A day on the links just wouldn't be as enjoyable without a lush green on which to putt, but at many courses, the green wouldn't be so green without fertilizer containing phosphorus.
Most people haven't thought about phosphorus since high school chemistry class, but the chemical is found in everything from dish detergent to fertilizer.
A bill limiting its use is now on the desk of Gov. Bob McDonnell.
Phosphorus is being blamed for dead zones in the Chesapeake Bay, so the bill would make it illegal for people to use fertilizer with phosphorus for lawn care, including golf courses.
Surprisingly, many golf course superintendents supported the bill because they've already limited phosphorus use for environmental reasons.
"The association that we are in is very environmentally sound in what we do and have been for years. We just don't normally get the credit for it, and we don't search for the credit for it either," explains the superintendent at Ingleside Golf Club, Edwin Eagle.
The bill would also require golf courses to limit chemical run-off.
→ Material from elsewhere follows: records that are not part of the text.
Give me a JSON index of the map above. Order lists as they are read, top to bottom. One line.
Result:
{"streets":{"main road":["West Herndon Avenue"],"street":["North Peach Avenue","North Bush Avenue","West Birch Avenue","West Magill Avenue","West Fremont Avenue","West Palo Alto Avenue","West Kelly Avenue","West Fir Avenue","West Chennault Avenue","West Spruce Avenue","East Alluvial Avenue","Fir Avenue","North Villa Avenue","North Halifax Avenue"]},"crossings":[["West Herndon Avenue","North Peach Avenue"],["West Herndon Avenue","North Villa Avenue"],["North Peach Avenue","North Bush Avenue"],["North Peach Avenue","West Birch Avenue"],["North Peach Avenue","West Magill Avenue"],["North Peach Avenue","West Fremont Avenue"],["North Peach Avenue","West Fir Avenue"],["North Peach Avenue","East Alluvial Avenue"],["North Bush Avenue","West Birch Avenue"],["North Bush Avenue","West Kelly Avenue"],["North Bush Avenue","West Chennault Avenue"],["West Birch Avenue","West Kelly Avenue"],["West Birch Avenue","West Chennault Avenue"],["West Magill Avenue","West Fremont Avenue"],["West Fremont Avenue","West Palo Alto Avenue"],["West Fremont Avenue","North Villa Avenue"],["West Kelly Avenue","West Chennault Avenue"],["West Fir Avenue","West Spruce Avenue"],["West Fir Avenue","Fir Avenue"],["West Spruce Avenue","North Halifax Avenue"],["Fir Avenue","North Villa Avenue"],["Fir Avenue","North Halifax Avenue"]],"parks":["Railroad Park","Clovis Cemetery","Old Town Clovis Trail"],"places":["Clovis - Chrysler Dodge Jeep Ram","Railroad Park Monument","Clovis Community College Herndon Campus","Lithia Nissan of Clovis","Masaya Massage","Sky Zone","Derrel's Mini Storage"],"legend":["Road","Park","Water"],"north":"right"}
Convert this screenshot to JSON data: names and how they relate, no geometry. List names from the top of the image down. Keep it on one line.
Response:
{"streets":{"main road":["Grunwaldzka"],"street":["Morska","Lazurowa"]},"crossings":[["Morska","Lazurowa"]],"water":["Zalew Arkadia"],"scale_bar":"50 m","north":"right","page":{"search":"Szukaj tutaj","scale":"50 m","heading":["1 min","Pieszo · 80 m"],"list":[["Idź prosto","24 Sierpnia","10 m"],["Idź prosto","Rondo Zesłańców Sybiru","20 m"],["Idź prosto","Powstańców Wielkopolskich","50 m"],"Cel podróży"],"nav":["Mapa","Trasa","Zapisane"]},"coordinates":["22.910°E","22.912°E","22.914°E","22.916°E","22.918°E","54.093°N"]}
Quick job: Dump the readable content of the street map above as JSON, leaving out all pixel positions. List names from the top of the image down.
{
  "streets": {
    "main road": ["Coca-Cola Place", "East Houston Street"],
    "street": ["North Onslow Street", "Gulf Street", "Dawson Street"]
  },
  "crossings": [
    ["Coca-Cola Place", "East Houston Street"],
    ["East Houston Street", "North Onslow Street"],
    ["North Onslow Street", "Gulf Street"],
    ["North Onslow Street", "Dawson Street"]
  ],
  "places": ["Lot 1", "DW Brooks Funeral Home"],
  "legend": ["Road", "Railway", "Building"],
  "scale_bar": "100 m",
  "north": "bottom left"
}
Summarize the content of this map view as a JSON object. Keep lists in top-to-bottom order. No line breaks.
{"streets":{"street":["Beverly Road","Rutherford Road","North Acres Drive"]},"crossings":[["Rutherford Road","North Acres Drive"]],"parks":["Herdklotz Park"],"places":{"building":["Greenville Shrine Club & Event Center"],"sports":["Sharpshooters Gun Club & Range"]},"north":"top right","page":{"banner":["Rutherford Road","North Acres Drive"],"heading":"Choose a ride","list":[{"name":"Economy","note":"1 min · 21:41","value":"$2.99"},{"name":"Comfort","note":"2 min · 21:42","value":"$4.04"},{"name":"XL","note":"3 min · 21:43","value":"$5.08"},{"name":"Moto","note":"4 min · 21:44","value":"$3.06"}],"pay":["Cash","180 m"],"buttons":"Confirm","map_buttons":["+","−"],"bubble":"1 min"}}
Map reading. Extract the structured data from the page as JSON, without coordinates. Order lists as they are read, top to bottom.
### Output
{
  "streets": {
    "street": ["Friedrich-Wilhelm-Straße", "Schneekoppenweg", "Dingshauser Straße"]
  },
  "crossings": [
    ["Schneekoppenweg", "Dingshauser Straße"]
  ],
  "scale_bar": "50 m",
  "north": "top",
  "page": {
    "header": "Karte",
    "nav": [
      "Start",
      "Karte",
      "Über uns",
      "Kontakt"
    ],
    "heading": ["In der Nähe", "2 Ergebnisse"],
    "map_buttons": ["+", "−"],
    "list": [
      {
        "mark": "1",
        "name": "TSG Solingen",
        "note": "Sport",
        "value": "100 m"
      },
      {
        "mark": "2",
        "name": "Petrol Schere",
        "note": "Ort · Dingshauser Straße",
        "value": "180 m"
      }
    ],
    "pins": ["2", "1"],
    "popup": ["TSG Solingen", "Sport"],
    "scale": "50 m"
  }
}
Eagle says, though courses often get a bad reputation for pollution, many were already working to protect the bay before the General Assembly passed the bill.
"At Ingleside, we are trying to create what I call 'buffer areas' where we let the grass grow higher, and that helps with run-off," adds Eagle.
He already uses phosphorus sparingly and only in liquid form, but he says he could live without it.
Eagles explains that the ground in the Valley is naturally phosphorus rich, so even if courses are unable to add the chemical, they can provide the grass with other nutrients to help it absorb the phosphorus already present. It will just mean relying a bit more on the magic and art of green maintenance.
"We're pretty inventive in how we can make things with adding little bit of nothing to a little bit of anything," quips Eagle.
If signed into law, the phosphorus ban would take effect in 2013, but it would not apply to gardeners, nurseries or new lawns.